Before all the equipment, which spread a tangle of cables around the empty room like tree roots was a single tiny camera mounted on a tripod. The prosecutor – a grim faced soldier born to match his harsh, blue uniform – paced before the lens, leafing through a file as he prepared his statement.
"2208 hundred hours: hull breach was reported and an intruder detected entering the underground facility." His eyes slid down the page. "2215 hours: Level 7 security is breached. Scorpion Legion's BX-3 Heavy-Assault Walker, codename "Hotshot" is dispatched to eliminate intruder. 2217 hours: Hotshot reports that the shadow creature had been liberated and exhibiting hostile behavior. All communications with walker pilot lost."
He closed the booklet, folded back his hands and stood at crisp attention before the camera. "Security tapes confirmed the intruder as The Doctor. Stealth Hoverpods were dispatched and confirmed a general area of retreat to be the Samo Desert. The creature was not detected.
"2347 hours: G.U.N. high-command commissions a reconnaissance mission to perform preliminary exploration before risking further casualties in combat. Mission objective was to locate and infiltrate the terrorist outpost within the Samo Desert and uncover all known information regarding Project Shadow and The Doctor's interest in the research. G.U.N. Intelligence Division dispatched Espionage Agent Ninety-One.
"The operation was to be primarily covert, but if deemed necessary, Agent was instructed to pose as a mercenary in effort to access the inner terrorist network." He went to his notes again and hummed – something had caught his attention. "One of four chaos emeralds held in G.U.N. security was allotted as a bargaining tool."
The prosecutor returned the folder behind his back and stepped out of camera range. "Things didn't work quite as planned, did it, Ninety-One?"

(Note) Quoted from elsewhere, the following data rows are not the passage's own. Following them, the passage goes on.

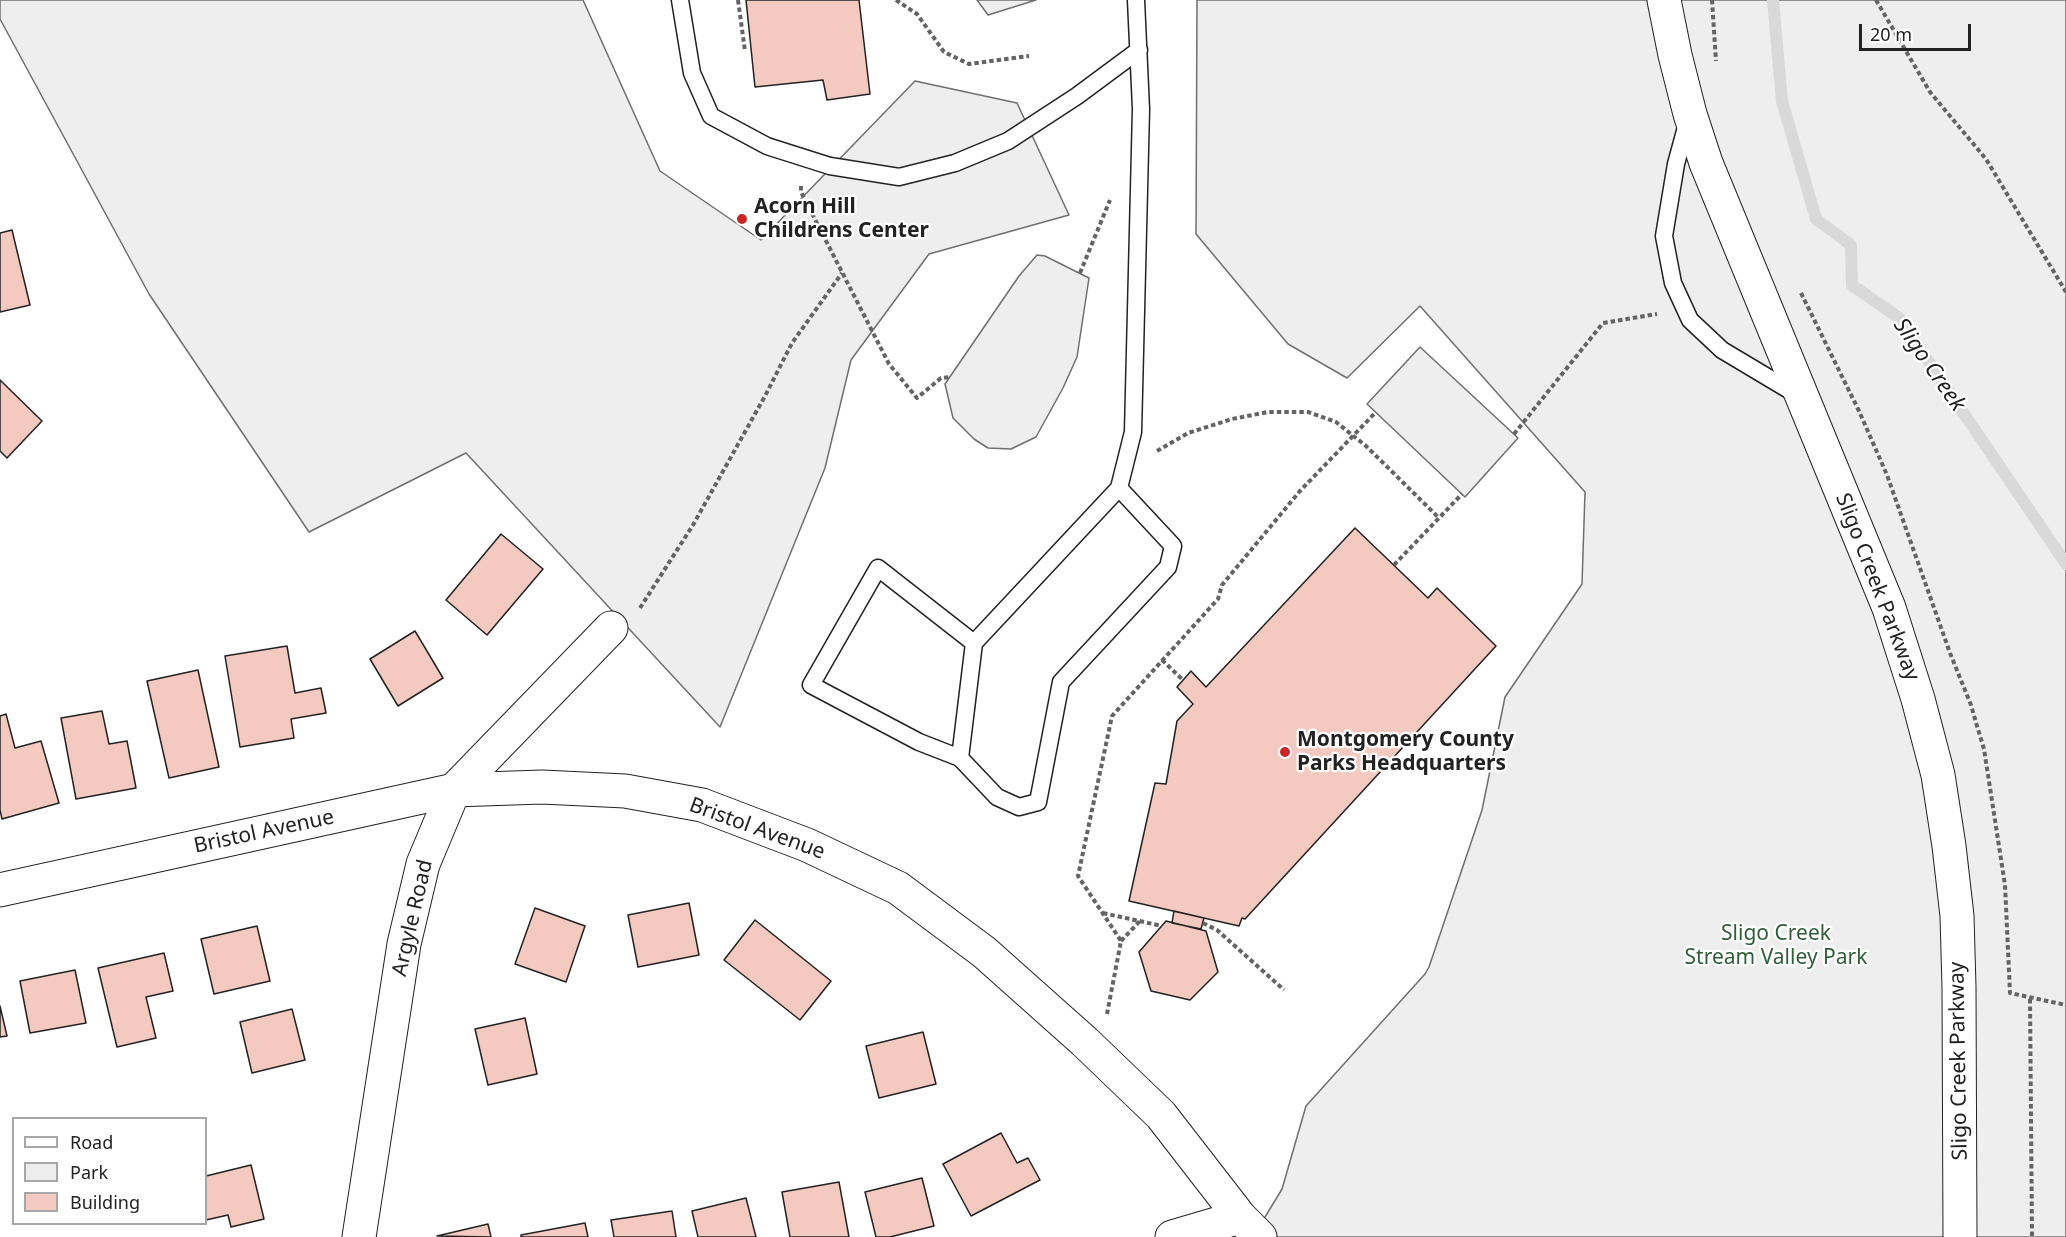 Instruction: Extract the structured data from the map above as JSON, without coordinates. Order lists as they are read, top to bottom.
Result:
{
  "streets": {
    "street": ["Sligo Creek Parkway", "Bristol Avenue", "Argyle Road"]
  },
  "crossings": [
    ["Bristol Avenue", "Argyle Road"]
  ],
  "water": ["Sligo Creek"],
  "parks": ["Sligo Creek Stream Valley Park"],
  "places": ["Acorn Hill Childrens Center", "Montgomery County Parks Headquarters"],
  "legend": ["Road", "Park", "Building"],
  "scale_bar": "20 m"
} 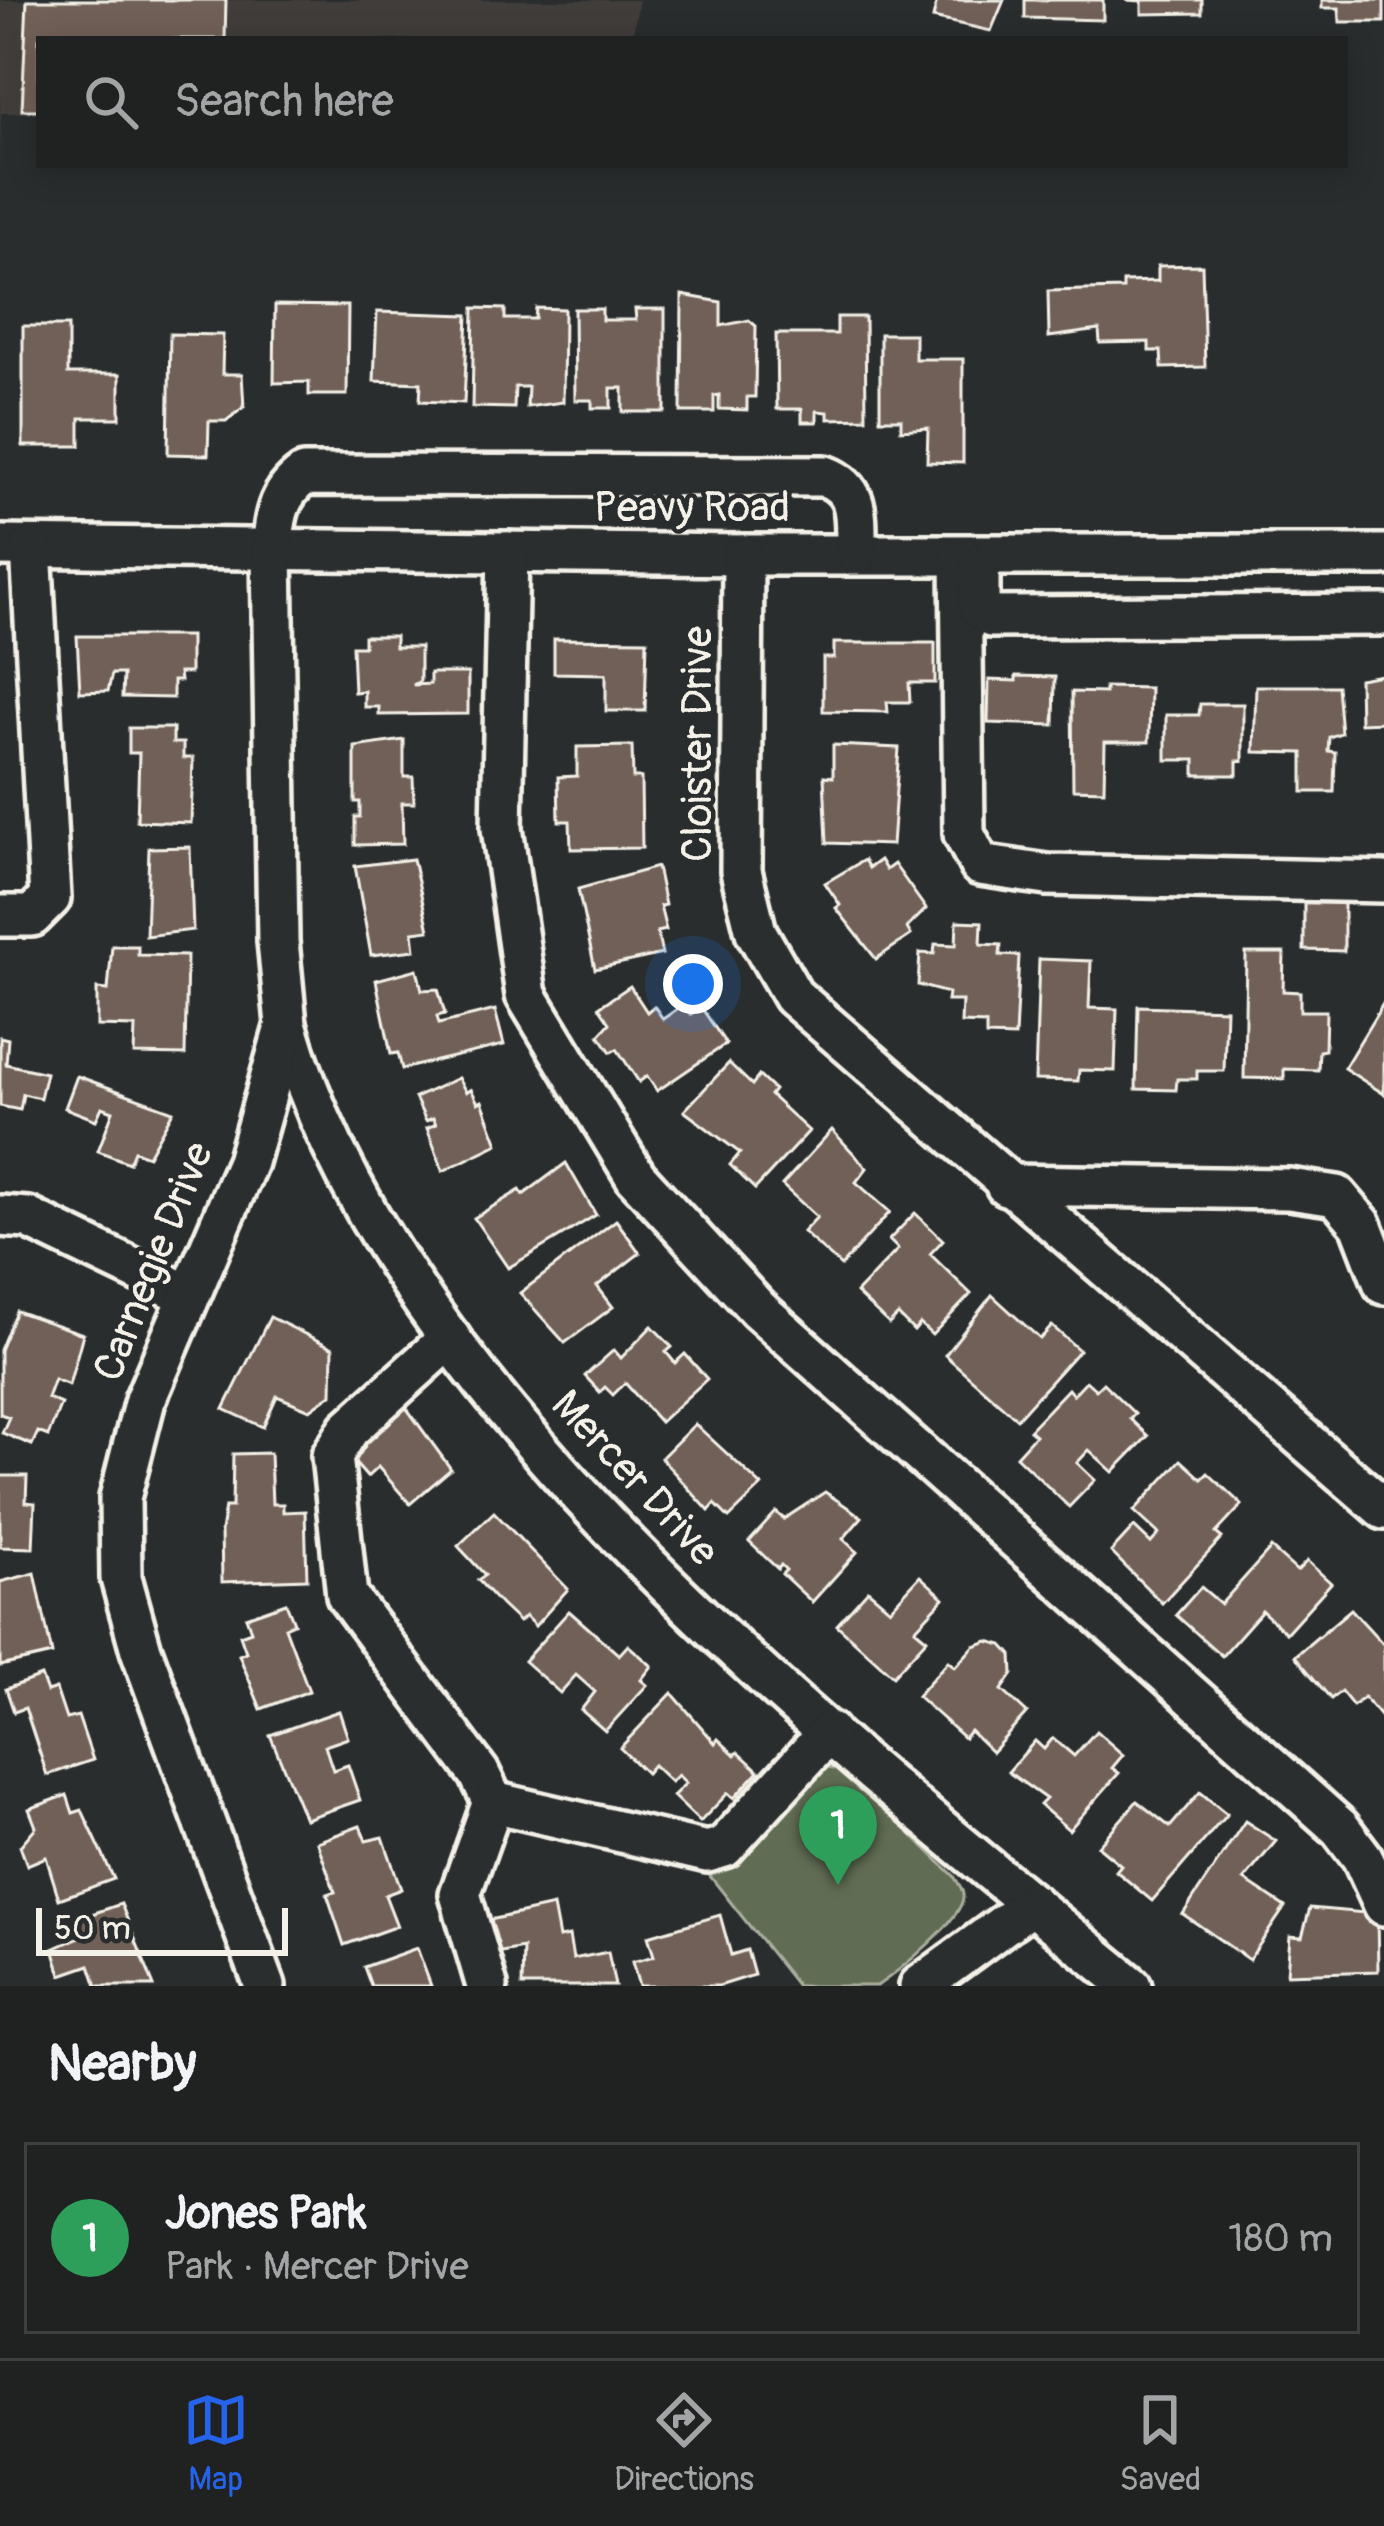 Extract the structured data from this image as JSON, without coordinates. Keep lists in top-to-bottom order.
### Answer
{
  "streets": {
    "street": [
      "Peavy Road",
      "Cloister Drive",
      "Carnegie Drive",
      "Mercer Drive"
    ]
  },
  "crossings": [
    ["Peavy Road", "Cloister Drive"],
    ["Peavy Road", "Carnegie Drive"],
    ["Carnegie Drive", "Mercer Drive"]
  ],
  "scale_bar": "50 m",
  "page": {
    "search": "Search here",
    "pins": "1",
    "scale": "50 m",
    "heading": "Nearby",
    "list": [
      {
        "mark": "1",
        "name": "Jones Park",
        "note": "Park · Mercer Drive",
        "value": "180 m"
      }
    ],
    "nav": ["Map", "Directions", "Saved"]
  }
}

Rouge the Bat looked up from her nails and gave the camera a bored stare. They most certainly did not.
The room was long and empty besides the video-link equipment. Not much light either, but though lacking in colour, Rouge picked up everything in sharp contrast. A technician behind all the staring monitors; her inquisitor to her right; a door to her far left flanked by half-a-dozen armored guards and two GUN-Hunters. Even through the reinforced glass behind, her sensitive ears heard the putter of armed Hoverpods. My, they certainly were being careful…
She raised her hands and let her 'jewelry' chains rattle. "Mind if we loose the cuffs, Commander?" she smiled sweetly, offering the manacles for removal. "Business before pleasure, after all."
One of the generals on screen spoke up. "Commander, I was informed this was a debriefing exercise. Would you explain the reasoning behind your less than civil treatment of this agent?"
Rouge flashed a sexy smile at her advocate.
The Commander, however, was hardly intimidated. "I realize my methods are unorthodox, Sir – illegal, perhaps – but I would ask the officers of this council to accept these … precautions as a necessary procedure, considering the sudden reclusive nature of Agent 91."
The bat rolled her eyes. "Officers of the council," she began, parroting his rigid protocol, "perhaps the Commander has failed to inform, but as a field agent, my work is quite dangerous." The bat crossed her shackled legs and took an uppity pose. "Look, everyone likes their privacy – even Robotnik. And when you send someone like me to snoop on them, and they figure out who you really are, you can't expect they'll just let you fly off without a thought."
"And that is your defense?"
Rouge pointed her nose right up at the Commander's face and spoke with all manner of seriousness. "Robotnik's obsessive – He won't stop until I'm dead." Then she leaned back, stretched her wings and arched her body in a big yawn. "I guess I should know," she said indifferently.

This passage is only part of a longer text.